▶ **Exercise brief**
In full and unchanged, output the entries that follow.

*** Block opens ***

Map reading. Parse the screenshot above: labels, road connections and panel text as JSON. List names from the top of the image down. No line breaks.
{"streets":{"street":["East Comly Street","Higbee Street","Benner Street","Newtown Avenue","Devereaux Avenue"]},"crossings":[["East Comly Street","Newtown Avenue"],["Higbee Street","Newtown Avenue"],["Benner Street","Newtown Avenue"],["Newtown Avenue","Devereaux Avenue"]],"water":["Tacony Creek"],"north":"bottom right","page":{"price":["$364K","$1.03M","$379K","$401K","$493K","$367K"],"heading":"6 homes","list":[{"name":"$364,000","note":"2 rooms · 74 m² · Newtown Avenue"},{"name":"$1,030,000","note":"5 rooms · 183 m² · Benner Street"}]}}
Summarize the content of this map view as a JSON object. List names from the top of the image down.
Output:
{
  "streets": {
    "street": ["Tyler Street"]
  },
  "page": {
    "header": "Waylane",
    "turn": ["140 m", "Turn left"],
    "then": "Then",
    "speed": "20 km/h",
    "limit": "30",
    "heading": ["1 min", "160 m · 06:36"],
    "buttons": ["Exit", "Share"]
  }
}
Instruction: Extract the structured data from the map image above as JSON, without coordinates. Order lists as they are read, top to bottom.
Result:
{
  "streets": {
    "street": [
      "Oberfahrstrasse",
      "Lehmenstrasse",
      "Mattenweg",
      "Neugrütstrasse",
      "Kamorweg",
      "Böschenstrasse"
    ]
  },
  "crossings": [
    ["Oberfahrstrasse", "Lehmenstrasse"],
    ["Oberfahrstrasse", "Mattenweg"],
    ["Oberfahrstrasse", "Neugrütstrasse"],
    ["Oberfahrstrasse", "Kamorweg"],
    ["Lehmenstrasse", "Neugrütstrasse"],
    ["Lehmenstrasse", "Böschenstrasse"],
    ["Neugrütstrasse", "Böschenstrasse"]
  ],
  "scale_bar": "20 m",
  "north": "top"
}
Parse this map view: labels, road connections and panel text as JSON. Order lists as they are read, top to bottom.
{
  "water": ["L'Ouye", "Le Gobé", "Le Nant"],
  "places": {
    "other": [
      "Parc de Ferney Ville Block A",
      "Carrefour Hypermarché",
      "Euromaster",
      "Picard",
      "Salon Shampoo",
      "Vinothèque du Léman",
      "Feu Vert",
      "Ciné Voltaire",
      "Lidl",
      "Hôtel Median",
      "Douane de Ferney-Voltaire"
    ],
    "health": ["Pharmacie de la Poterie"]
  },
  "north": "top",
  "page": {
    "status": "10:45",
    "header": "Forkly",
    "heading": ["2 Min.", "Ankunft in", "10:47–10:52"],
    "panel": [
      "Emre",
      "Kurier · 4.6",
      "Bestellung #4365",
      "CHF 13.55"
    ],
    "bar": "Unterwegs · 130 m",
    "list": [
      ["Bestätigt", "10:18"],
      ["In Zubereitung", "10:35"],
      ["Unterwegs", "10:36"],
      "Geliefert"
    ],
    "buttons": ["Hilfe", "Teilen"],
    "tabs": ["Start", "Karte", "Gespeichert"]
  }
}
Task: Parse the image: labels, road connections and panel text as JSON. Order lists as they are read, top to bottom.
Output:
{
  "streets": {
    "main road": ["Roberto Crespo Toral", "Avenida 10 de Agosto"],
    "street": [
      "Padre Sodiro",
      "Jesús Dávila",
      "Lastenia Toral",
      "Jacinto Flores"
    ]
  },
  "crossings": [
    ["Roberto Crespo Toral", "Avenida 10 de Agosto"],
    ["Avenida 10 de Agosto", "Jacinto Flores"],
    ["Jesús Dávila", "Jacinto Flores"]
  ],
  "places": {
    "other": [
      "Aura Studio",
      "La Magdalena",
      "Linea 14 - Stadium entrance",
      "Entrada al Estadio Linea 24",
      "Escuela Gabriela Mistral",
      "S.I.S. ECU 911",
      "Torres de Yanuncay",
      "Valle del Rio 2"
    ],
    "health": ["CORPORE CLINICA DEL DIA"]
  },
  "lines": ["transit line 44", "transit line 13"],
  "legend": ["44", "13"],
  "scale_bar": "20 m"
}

*** Block closes ***

▶ **Result of the task**
Map reading. Parse the screenshot above: labels, road connections and panel text as JSON. List names from the top of the image down. No line breaks.
{"streets":{"street":["East Comly Street","Higbee Street","Benner Street","Newtown Avenue","Devereaux Avenue"]},"crossings":[["East Comly Street","Newtown Avenue"],["Higbee Street","Newtown Avenue"],["Benner Street","Newtown Avenue"],["Newtown Avenue","Devereaux Avenue"]],"water":["Tacony Creek"],"north":"bottom right","page":{"price":["$364K","$1.03M","$379K","$401K","$493K","$367K"],"heading":"6 homes","list":[{"name":"$364,000","note":"2 rooms · 74 m² · Newtown Avenue"},{"name":"$1,030,000","note":"5 rooms · 183 m² · Benner Street"}]}}
Summarize the content of this map view as a JSON object. List names from the top of the image down.
Output:
{
  "streets": {
    "street": ["Tyler Street"]
  },
  "page": {
    "header": "Waylane",
    "turn": ["140 m", "Turn left"],
    "then": "Then",
    "speed": "20 km/h",
    "limit": "30",
    "heading": ["1 min", "160 m · 06:36"],
    "buttons": ["Exit", "Share"]
  }
}
Instruction: Extract the structured data from the map image above as JSON, without coordinates. Order lists as they are read, top to bottom.
Result:
{
  "streets": {
    "street": [
      "Oberfahrstrasse",
      "Lehmenstrasse",
      "Mattenweg",
      "Neugrütstrasse",
      "Kamorweg",
      "Böschenstrasse"
    ]
  },
  "crossings": [
    ["Oberfahrstrasse", "Lehmenstrasse"],
    ["Oberfahrstrasse", "Mattenweg"],
    ["Oberfahrstrasse", "Neugrütstrasse"],
    ["Oberfahrstrasse", "Kamorweg"],
    ["Lehmenstrasse", "Neugrütstrasse"],
    ["Lehmenstrasse", "Böschenstrasse"],
    ["Neugrütstrasse", "Böschenstrasse"]
  ],
  "scale_bar": "20 m",
  "north": "top"
}
Parse this map view: labels, road connections and panel text as JSON. Order lists as they are read, top to bottom.
{
  "water": ["L'Ouye", "Le Gobé", "Le Nant"],
  "places": {
    "other": [
      "Parc de Ferney Ville Block A",
      "Carrefour Hypermarché",
      "Euromaster",
      "Picard",
      "Salon Shampoo",
      "Vinothèque du Léman",
      "Feu Vert",
      "Ciné Voltaire",
      "Lidl",
      "Hôtel Median",
      "Douane de Ferney-Voltaire"
    ],
    "health": ["Pharmacie de la Poterie"]
  },
  "north": "top",
  "page": {
    "status": "10:45",
    "header": "Forkly",
    "heading": ["2 Min.", "Ankunft in", "10:47–10:52"],
    "panel": [
      "Emre",
      "Kurier · 4.6",
      "Bestellung #4365",
      "CHF 13.55"
    ],
    "bar": "Unterwegs · 130 m",
    "list": [
      ["Bestätigt", "10:18"],
      ["In Zubereitung", "10:35"],
      ["Unterwegs", "10:36"],
      "Geliefert"
    ],
    "buttons": ["Hilfe", "Teilen"],
    "tabs": ["Start", "Karte", "Gespeichert"]
  }
}
Task: Parse the image: labels, road connections and panel text as JSON. Order lists as they are read, top to bottom.
Output:
{
  "streets": {
    "main road": ["Roberto Crespo Toral", "Avenida 10 de Agosto"],
    "street": [
      "Padre Sodiro",
      "Jesús Dávila",
      "Lastenia Toral",
      "Jacinto Flores"
    ]
  },
  "crossings": [
    ["Roberto Crespo Toral", "Avenida 10 de Agosto"],
    ["Avenida 10 de Agosto", "Jacinto Flores"],
    ["Jesús Dávila", "Jacinto Flores"]
  ],
  "places": {
    "other": [
      "Aura Studio",
      "La Magdalena",
      "Linea 14 - Stadium entrance",
      "Entrada al Estadio Linea 24",
      "Escuela Gabriela Mistral",
      "S.I.S. ECU 911",
      "Torres de Yanuncay",
      "Valle del Rio 2"
    ],
    "health": ["CORPORE CLINICA DEL DIA"]
  },
  "lines": ["transit line 44", "transit line 13"],
  "legend": ["44", "13"],
  "scale_bar": "20 m"
}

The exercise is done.